## Directions
From the entries below, gather each line containing the word "stream".

'''

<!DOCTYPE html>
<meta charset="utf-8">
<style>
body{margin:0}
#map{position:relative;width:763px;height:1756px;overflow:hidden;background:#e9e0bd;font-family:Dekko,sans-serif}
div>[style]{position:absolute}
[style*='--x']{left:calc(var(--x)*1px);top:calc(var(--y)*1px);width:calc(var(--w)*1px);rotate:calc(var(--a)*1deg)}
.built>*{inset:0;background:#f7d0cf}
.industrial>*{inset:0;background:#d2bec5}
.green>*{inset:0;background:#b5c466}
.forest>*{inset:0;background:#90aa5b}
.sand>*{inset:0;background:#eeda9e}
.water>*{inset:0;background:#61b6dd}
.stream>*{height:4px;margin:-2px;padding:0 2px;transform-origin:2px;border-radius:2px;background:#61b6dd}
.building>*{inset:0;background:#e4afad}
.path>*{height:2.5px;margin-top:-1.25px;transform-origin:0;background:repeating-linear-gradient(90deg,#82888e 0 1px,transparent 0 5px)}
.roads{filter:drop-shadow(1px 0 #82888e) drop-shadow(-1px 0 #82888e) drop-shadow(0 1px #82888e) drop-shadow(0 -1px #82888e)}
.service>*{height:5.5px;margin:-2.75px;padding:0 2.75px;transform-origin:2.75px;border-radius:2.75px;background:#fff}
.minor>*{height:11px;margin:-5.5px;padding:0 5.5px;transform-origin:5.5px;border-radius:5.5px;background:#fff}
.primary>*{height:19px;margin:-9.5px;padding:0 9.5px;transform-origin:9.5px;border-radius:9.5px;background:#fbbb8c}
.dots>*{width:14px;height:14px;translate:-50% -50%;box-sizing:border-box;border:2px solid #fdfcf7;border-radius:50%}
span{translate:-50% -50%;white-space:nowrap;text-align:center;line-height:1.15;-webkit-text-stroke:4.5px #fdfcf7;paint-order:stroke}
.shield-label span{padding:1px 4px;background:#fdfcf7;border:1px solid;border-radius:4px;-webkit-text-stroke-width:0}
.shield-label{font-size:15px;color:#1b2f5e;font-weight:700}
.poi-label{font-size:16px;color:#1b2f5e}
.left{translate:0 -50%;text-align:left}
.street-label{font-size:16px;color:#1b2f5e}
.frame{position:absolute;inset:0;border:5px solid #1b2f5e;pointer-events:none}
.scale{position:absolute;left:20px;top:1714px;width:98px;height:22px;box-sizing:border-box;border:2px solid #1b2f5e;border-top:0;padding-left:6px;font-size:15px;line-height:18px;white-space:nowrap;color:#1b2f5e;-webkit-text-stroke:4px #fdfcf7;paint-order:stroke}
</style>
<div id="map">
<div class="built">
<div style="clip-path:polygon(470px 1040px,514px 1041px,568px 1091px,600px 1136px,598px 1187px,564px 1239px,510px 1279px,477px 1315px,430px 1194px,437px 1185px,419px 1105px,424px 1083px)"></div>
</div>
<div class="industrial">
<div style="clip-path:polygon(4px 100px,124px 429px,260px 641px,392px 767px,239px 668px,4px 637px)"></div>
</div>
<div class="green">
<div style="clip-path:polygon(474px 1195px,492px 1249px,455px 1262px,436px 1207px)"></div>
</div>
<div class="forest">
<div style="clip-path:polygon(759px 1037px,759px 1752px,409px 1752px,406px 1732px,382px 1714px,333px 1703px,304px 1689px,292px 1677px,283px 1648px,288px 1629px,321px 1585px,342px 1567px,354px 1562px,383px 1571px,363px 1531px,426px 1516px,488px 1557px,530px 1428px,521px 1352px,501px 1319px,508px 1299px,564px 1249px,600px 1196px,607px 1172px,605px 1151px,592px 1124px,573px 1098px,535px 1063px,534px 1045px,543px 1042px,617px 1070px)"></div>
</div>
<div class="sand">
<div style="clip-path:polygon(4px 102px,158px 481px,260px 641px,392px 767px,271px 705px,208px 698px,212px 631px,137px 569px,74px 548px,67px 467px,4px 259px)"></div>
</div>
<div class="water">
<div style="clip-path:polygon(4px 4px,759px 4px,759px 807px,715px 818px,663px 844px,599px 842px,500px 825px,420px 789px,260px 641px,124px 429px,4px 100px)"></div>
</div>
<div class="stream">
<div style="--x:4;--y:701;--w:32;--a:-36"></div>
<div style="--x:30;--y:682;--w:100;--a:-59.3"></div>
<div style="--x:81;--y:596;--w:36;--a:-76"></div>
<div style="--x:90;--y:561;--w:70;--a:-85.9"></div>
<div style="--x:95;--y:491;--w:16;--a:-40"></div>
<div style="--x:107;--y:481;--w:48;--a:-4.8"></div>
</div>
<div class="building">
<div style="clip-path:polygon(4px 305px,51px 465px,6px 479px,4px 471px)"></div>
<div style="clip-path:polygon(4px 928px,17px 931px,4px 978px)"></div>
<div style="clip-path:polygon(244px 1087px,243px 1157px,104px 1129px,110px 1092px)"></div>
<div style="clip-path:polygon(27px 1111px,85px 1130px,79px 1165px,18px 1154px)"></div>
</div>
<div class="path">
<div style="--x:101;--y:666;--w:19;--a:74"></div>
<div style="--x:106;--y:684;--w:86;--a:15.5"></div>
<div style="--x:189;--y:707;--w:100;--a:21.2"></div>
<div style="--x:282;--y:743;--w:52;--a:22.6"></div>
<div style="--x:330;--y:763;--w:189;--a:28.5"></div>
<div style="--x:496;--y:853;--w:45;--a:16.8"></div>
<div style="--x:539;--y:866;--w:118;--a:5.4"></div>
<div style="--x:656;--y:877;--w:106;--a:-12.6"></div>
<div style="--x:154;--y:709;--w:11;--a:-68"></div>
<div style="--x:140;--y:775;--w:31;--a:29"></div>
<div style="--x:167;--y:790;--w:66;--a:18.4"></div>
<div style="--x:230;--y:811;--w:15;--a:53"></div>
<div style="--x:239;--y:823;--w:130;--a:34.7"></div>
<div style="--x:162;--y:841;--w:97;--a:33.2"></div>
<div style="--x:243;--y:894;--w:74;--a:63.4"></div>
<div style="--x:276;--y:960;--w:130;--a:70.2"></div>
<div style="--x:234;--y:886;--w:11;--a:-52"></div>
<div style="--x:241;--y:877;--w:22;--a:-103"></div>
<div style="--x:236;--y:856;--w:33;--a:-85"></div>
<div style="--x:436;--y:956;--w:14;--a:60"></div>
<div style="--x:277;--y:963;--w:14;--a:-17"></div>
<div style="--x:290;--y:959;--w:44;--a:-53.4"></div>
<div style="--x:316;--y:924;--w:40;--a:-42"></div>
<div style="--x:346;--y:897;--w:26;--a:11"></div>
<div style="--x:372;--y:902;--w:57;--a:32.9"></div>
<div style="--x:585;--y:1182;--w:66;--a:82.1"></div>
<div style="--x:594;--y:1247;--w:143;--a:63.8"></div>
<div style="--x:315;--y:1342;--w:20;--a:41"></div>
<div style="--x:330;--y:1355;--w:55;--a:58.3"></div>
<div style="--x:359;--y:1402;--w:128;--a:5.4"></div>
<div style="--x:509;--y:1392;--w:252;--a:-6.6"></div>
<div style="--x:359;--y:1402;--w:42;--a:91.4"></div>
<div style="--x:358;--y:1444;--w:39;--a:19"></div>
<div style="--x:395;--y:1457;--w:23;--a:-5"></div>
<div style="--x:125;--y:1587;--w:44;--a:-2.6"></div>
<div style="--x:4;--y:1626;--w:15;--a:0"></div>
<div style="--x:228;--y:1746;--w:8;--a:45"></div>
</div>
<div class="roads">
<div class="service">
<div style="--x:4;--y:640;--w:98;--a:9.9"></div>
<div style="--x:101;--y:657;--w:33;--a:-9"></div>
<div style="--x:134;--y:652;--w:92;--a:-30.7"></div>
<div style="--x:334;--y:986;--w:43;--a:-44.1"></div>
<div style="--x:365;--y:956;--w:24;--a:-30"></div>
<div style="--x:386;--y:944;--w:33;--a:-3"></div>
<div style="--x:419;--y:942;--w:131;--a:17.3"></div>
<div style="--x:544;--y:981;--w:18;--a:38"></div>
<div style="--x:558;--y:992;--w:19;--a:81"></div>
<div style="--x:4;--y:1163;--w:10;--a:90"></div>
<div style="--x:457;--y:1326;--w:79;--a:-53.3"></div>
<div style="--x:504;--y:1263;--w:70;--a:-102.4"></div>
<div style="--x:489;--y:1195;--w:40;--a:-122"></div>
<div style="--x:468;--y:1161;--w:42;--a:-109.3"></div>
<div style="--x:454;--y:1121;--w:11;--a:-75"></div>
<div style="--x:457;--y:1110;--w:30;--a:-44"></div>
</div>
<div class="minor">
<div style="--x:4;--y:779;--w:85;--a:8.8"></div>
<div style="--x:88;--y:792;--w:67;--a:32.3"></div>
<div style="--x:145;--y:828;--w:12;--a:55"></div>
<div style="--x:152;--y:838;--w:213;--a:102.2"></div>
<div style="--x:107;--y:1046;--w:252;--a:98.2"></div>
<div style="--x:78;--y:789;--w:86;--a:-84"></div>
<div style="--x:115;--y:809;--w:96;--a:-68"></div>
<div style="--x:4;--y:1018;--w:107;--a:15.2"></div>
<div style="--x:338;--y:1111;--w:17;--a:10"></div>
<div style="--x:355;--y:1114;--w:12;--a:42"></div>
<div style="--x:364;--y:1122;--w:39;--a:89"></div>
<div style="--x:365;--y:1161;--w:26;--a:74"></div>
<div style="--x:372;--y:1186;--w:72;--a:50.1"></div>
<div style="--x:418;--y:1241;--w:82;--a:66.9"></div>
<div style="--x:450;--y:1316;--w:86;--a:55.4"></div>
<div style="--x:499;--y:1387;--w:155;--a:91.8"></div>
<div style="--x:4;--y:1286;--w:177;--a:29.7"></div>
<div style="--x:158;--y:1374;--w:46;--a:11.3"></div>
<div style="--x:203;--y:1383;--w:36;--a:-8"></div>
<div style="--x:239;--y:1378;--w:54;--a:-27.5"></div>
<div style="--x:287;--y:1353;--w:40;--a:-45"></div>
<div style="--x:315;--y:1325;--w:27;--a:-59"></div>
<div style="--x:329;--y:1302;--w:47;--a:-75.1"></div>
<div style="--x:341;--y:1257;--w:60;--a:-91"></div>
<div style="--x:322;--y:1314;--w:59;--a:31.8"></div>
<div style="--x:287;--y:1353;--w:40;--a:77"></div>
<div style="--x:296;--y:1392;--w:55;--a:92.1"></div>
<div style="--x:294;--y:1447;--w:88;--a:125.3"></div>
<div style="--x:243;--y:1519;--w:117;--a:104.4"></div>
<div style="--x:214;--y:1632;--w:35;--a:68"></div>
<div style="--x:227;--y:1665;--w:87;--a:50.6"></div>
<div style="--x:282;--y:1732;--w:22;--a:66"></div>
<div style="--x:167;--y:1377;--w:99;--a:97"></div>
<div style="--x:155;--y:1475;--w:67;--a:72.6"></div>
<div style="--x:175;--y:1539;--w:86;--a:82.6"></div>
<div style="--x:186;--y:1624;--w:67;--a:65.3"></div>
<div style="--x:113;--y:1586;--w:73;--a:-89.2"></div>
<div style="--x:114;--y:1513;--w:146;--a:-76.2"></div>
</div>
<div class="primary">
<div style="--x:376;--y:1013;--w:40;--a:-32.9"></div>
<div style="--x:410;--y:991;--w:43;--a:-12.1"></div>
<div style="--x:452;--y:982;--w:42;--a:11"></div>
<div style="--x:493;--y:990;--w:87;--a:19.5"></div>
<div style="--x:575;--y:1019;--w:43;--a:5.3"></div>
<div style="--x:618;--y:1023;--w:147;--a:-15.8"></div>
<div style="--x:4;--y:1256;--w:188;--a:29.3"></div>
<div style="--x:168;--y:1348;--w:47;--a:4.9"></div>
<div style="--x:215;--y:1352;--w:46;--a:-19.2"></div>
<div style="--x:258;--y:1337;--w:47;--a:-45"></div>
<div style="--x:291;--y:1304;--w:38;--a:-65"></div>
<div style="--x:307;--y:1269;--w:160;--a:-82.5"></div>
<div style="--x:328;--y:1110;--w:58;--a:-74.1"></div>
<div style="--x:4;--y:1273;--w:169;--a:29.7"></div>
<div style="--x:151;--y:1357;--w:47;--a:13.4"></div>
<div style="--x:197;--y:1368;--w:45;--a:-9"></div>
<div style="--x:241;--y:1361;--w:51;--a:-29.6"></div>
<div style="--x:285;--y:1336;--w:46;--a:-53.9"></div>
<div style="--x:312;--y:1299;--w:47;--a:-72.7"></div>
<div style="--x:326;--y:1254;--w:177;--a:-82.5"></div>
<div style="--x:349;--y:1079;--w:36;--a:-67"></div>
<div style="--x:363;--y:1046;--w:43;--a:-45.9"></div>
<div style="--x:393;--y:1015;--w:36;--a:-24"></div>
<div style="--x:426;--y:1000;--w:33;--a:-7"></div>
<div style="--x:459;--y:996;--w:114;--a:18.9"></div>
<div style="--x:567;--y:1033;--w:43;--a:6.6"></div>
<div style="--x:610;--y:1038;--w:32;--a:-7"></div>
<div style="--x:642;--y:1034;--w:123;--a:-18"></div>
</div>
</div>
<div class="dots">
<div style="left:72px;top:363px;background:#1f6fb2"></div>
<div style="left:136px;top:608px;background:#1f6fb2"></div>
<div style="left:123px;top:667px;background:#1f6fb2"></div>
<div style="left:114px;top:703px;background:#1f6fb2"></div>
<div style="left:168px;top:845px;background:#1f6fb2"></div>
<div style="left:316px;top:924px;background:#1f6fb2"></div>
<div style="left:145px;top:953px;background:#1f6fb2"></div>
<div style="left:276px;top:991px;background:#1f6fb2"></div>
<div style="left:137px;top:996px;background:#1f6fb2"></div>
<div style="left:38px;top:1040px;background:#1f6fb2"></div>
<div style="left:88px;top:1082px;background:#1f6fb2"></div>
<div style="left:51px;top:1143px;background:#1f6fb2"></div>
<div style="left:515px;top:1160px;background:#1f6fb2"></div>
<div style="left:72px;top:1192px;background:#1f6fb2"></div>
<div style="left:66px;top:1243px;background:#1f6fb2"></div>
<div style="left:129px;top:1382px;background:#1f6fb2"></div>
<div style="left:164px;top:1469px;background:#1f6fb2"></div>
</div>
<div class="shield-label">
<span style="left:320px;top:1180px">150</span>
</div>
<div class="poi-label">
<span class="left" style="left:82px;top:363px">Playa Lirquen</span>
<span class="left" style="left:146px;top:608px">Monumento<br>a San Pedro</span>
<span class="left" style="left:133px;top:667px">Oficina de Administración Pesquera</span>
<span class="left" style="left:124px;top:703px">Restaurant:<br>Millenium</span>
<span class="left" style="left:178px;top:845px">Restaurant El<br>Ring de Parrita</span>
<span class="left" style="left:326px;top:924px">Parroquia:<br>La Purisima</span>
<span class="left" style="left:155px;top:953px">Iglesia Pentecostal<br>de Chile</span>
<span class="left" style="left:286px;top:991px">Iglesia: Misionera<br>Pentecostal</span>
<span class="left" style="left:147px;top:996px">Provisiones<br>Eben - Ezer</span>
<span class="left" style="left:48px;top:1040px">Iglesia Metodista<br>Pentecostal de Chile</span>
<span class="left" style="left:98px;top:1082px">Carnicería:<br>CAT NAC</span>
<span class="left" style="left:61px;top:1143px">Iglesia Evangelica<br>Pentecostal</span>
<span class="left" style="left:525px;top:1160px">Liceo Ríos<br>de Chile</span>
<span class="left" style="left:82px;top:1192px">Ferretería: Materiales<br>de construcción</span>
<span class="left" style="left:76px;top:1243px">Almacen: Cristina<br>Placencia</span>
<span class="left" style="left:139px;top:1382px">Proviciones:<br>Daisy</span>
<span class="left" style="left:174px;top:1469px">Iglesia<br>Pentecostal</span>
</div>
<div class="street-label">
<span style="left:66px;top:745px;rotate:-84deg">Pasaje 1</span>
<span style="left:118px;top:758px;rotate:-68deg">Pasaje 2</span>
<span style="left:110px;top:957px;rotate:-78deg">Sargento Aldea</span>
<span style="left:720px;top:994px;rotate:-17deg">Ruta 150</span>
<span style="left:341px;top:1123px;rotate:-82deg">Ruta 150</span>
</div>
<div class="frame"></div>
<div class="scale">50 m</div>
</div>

'''

## Exercise answer
.stream>*{height:4px;margin:-2px;padding:0 2px;transform-origin:2px;border-radius:2px;background:#61b6dd}
<div class="stream">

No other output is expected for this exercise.